WHAT YOU HAVE TO DO: Tally the lines in the following entries that include the word "canvas"; state only the total.

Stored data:
=====

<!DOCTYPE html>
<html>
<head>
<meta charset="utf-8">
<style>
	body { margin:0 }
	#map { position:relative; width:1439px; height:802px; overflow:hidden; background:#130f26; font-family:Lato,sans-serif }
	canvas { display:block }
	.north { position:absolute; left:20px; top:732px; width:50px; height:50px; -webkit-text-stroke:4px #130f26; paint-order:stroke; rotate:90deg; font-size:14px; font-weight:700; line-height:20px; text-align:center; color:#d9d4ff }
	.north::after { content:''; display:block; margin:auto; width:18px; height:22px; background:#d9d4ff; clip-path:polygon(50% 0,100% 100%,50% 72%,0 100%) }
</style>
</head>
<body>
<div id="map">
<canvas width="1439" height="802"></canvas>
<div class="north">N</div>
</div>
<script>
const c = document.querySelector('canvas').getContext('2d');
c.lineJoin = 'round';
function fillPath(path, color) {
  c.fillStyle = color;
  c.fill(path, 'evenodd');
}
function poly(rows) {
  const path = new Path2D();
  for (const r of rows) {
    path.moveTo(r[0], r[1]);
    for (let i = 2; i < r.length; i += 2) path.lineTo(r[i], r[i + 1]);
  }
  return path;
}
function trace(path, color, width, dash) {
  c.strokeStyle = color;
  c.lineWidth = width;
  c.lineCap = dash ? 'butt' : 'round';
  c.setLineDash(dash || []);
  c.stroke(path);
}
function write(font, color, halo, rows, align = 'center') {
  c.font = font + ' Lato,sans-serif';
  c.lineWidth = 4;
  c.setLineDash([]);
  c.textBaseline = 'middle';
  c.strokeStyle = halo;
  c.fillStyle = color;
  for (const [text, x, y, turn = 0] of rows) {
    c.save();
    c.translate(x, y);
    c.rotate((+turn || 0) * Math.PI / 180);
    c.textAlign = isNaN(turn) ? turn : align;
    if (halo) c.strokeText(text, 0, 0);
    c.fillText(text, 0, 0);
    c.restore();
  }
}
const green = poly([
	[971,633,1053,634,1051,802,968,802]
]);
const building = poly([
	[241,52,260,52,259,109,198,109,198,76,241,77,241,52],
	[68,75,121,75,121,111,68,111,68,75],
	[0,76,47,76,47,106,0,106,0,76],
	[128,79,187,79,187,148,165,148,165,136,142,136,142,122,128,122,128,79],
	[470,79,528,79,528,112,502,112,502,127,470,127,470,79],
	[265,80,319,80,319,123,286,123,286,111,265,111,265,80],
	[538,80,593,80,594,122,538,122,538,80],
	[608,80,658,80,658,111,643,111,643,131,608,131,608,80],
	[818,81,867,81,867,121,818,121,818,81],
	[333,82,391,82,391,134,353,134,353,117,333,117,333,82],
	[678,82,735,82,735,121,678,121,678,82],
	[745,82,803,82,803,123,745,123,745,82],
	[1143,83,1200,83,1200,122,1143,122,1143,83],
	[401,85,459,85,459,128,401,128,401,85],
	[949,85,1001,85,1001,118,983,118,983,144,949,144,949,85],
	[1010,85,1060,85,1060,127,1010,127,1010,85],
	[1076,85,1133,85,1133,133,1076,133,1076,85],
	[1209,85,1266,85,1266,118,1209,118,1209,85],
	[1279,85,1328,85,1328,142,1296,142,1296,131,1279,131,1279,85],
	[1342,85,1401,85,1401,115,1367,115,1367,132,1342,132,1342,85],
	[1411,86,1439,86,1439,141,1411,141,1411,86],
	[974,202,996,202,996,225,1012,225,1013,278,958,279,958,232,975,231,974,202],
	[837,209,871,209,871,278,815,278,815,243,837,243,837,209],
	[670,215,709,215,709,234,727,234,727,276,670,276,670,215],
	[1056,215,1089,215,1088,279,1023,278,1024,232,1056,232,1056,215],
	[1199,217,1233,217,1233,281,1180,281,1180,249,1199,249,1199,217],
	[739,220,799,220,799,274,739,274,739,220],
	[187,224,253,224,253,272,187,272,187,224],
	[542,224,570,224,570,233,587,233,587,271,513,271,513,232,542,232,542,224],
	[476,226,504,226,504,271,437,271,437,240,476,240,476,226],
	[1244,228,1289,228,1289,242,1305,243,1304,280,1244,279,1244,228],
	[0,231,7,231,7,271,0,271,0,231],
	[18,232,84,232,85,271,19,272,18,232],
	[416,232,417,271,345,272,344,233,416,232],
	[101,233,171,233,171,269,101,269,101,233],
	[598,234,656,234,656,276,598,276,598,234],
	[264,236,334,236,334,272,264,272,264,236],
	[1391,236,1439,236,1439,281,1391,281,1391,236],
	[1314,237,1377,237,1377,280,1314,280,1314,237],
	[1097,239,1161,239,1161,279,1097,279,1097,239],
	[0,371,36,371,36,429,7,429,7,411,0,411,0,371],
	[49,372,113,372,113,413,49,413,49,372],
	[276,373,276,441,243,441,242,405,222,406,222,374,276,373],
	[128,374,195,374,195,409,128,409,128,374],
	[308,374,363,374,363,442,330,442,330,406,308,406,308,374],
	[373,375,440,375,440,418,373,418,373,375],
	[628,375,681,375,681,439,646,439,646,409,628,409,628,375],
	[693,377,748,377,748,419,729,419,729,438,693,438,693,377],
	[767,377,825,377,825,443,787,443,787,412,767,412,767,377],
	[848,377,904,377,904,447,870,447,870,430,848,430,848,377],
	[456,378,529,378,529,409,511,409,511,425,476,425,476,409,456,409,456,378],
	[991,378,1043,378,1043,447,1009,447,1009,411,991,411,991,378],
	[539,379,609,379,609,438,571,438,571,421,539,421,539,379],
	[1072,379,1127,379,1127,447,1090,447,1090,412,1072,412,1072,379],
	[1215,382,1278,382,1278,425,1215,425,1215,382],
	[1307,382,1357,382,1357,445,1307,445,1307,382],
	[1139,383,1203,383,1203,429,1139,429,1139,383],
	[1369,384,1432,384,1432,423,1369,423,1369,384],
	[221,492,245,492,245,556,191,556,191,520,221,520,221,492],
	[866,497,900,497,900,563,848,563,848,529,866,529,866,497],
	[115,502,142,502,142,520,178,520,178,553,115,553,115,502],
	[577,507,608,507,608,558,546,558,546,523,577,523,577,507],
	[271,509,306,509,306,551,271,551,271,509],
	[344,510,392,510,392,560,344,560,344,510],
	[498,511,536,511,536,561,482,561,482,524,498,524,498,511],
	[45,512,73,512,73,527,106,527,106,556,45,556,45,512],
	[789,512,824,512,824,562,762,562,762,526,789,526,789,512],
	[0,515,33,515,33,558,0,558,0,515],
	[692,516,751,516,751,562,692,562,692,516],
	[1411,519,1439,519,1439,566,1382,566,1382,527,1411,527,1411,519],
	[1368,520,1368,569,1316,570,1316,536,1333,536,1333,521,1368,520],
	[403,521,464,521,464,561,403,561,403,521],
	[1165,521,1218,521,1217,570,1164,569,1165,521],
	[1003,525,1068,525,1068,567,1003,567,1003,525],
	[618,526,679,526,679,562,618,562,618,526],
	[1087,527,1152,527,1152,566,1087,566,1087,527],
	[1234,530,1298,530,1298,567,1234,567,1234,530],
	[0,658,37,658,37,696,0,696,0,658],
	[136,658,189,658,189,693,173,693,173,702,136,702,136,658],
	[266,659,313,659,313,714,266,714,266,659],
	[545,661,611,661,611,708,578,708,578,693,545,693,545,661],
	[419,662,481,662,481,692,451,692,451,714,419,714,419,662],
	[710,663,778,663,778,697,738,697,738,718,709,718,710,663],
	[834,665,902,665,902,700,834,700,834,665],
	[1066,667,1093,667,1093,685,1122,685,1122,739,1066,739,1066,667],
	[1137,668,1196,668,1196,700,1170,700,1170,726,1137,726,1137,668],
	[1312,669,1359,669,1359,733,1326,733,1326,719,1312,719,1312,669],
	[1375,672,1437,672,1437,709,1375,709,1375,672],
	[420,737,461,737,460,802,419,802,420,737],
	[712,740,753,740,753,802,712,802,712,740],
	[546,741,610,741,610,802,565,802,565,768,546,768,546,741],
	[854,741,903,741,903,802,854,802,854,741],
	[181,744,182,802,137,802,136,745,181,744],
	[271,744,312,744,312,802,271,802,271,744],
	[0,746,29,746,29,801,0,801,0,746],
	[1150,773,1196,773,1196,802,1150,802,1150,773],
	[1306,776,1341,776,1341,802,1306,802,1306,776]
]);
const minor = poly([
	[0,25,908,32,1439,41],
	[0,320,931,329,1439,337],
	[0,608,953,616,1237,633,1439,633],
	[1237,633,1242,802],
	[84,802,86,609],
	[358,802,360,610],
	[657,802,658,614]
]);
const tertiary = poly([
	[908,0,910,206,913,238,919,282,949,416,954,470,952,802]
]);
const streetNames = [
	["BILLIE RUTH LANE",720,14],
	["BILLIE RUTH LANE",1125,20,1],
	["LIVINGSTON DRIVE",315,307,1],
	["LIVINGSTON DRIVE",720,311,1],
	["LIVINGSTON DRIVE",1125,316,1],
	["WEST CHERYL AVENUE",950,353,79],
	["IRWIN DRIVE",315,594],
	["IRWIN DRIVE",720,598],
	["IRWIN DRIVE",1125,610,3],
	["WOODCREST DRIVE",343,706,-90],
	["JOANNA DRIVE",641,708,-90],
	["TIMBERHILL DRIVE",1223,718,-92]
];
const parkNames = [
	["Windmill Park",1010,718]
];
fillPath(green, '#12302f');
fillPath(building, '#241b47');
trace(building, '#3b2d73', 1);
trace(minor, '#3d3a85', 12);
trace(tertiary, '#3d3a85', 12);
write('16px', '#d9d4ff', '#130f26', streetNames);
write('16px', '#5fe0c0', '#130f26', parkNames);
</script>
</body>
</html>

=====

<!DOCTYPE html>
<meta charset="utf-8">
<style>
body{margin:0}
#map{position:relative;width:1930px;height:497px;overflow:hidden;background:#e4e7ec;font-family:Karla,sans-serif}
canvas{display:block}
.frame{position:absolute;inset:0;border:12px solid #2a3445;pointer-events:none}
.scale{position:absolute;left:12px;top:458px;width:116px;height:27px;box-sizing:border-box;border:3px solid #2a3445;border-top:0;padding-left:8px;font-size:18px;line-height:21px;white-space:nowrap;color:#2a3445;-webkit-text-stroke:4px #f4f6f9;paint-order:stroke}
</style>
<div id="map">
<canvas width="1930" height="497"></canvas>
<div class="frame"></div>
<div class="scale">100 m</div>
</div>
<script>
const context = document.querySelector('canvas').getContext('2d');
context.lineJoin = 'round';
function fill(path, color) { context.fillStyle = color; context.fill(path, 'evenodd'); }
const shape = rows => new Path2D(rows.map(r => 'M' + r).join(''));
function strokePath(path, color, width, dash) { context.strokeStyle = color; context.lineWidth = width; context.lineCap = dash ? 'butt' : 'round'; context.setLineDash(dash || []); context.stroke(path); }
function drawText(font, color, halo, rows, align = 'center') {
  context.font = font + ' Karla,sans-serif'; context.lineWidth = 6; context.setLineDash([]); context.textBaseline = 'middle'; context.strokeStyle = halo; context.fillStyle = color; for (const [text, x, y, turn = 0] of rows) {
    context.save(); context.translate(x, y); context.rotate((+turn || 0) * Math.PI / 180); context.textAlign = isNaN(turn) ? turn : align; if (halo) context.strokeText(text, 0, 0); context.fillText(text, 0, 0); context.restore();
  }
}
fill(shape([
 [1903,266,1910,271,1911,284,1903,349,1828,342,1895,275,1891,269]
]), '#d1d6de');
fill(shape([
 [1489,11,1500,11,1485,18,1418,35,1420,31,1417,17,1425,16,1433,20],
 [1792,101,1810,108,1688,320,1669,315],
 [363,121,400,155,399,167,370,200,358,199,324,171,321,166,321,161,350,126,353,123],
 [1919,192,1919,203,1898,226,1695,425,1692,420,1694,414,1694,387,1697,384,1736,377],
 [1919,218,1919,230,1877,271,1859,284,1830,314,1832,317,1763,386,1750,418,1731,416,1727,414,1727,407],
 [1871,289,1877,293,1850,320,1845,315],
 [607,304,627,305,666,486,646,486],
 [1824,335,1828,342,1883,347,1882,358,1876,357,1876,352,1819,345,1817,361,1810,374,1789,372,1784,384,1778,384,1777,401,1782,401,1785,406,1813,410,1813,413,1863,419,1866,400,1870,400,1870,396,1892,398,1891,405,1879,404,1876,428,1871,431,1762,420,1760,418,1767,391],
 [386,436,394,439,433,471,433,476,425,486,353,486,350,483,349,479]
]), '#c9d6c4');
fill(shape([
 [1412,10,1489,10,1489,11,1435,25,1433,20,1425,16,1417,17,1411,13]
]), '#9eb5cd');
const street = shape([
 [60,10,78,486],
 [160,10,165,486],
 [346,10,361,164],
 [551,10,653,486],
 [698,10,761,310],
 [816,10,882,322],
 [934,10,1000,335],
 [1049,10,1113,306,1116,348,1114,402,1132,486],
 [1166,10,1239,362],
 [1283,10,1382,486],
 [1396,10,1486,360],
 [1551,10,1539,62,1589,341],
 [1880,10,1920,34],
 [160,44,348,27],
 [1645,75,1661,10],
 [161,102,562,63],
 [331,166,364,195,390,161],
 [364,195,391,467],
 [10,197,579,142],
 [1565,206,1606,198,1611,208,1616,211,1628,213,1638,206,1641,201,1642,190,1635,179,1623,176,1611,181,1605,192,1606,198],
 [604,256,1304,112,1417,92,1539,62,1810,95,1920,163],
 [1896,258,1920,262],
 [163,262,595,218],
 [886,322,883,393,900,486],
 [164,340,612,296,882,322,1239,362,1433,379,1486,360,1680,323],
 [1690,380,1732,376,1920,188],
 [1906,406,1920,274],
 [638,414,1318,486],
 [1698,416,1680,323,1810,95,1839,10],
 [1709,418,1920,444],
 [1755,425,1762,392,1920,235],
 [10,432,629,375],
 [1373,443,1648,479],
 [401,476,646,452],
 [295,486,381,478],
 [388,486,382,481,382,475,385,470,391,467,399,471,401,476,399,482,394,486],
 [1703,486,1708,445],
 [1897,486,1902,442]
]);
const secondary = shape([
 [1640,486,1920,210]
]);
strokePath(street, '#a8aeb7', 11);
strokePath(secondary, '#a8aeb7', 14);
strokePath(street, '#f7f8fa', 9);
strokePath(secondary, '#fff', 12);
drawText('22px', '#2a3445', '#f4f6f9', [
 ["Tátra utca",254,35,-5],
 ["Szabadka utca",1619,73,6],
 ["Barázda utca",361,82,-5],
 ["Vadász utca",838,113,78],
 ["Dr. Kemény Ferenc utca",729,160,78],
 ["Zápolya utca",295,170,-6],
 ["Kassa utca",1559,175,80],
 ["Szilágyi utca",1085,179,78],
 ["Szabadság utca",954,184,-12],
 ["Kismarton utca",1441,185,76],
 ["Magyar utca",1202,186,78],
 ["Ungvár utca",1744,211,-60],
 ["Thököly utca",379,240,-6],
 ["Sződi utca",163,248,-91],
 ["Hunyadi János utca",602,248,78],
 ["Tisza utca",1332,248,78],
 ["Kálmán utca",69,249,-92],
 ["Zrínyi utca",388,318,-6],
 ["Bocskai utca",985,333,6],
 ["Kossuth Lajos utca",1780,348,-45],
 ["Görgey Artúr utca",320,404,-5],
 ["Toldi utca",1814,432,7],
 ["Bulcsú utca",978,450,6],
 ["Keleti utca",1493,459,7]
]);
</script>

=====

RESPONSE TO THIS EXERCISE: 6